Wow, no guide data. That would mean all the users they just got by selling the discounted LiquidTV setup all just bought a product that less than a month later won't work as advertised... I would think they would HAVE to continue to provide guide data or provide some sort of upgrade path to something viable. Or get sued for misrepresenting their product.


----------



## travisc77 (May 26, 2005)

I guess a bummer if planned to use it as advertised, I bought mine for $30 just for the tuner and the remote. I figured it was a good deal just for those items.

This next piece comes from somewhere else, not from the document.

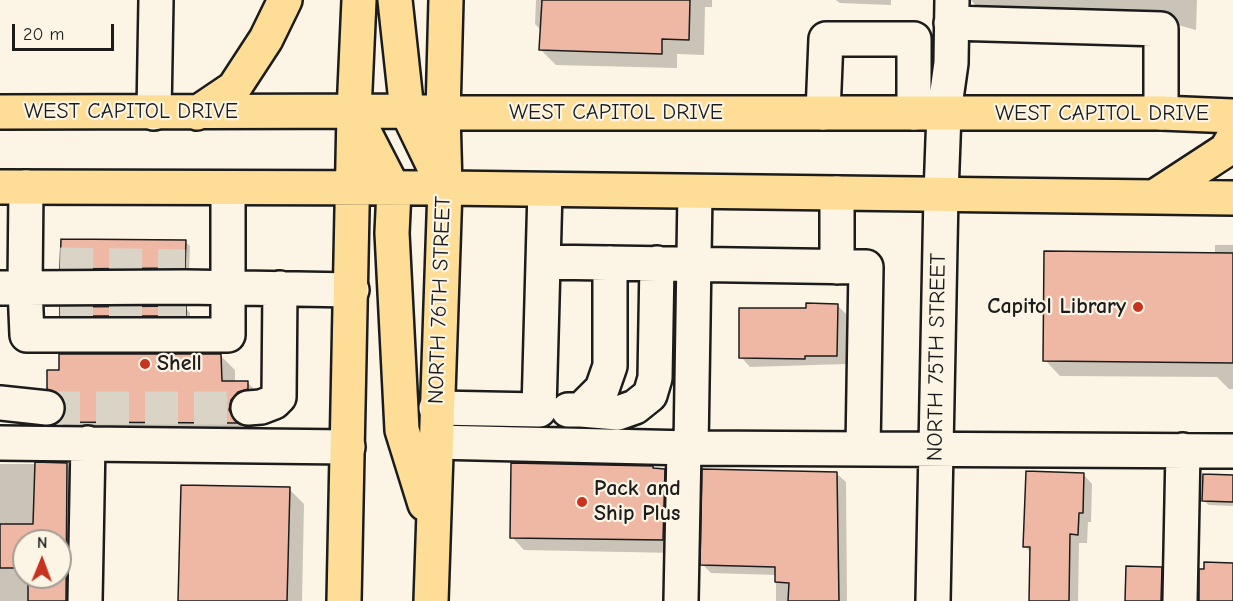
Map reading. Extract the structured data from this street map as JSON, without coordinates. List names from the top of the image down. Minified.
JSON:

I can always use another remote and the tuner is a decent one.


----------



## sledhed (Aug 29, 2005)

travisc77 said:


> I guess a bummer if planned to use it as advertised, I bought mine for $30 just for the tuner and the remote. I figured it was a good deal just for those items.
> 
> I can always use another remote and the tuner is a decent one.


That is mainly why I bought mine too, but I do like my TiVos as well and the idea of making my PC act like a TiVo was appealing. Just didn't work too well in execution. If indeed there is no guide data any more then I am not going to try to solve my install / run problems.


----------



## timmie88 (Jan 5, 2010)

Latest message on the Nero board still shows no resolution for the guide issue for LiquidTV.

BTW, since I'm not getting guide data, I switched to Windows Media Center (since I installed on Windows Vista Ultimate), and it appears that Media Center is a lot less CPU intensive than LiquidTV. The channels that weren't working under LiquidTV all come in under Windows Media Center. Apparently the extra CPU usage causes them not to render under LiquidTV (specifically those channels that are higher in quality).

My PC is a Athlon II X2 and I'm surprised it's barely enough CPU for LiquidTV.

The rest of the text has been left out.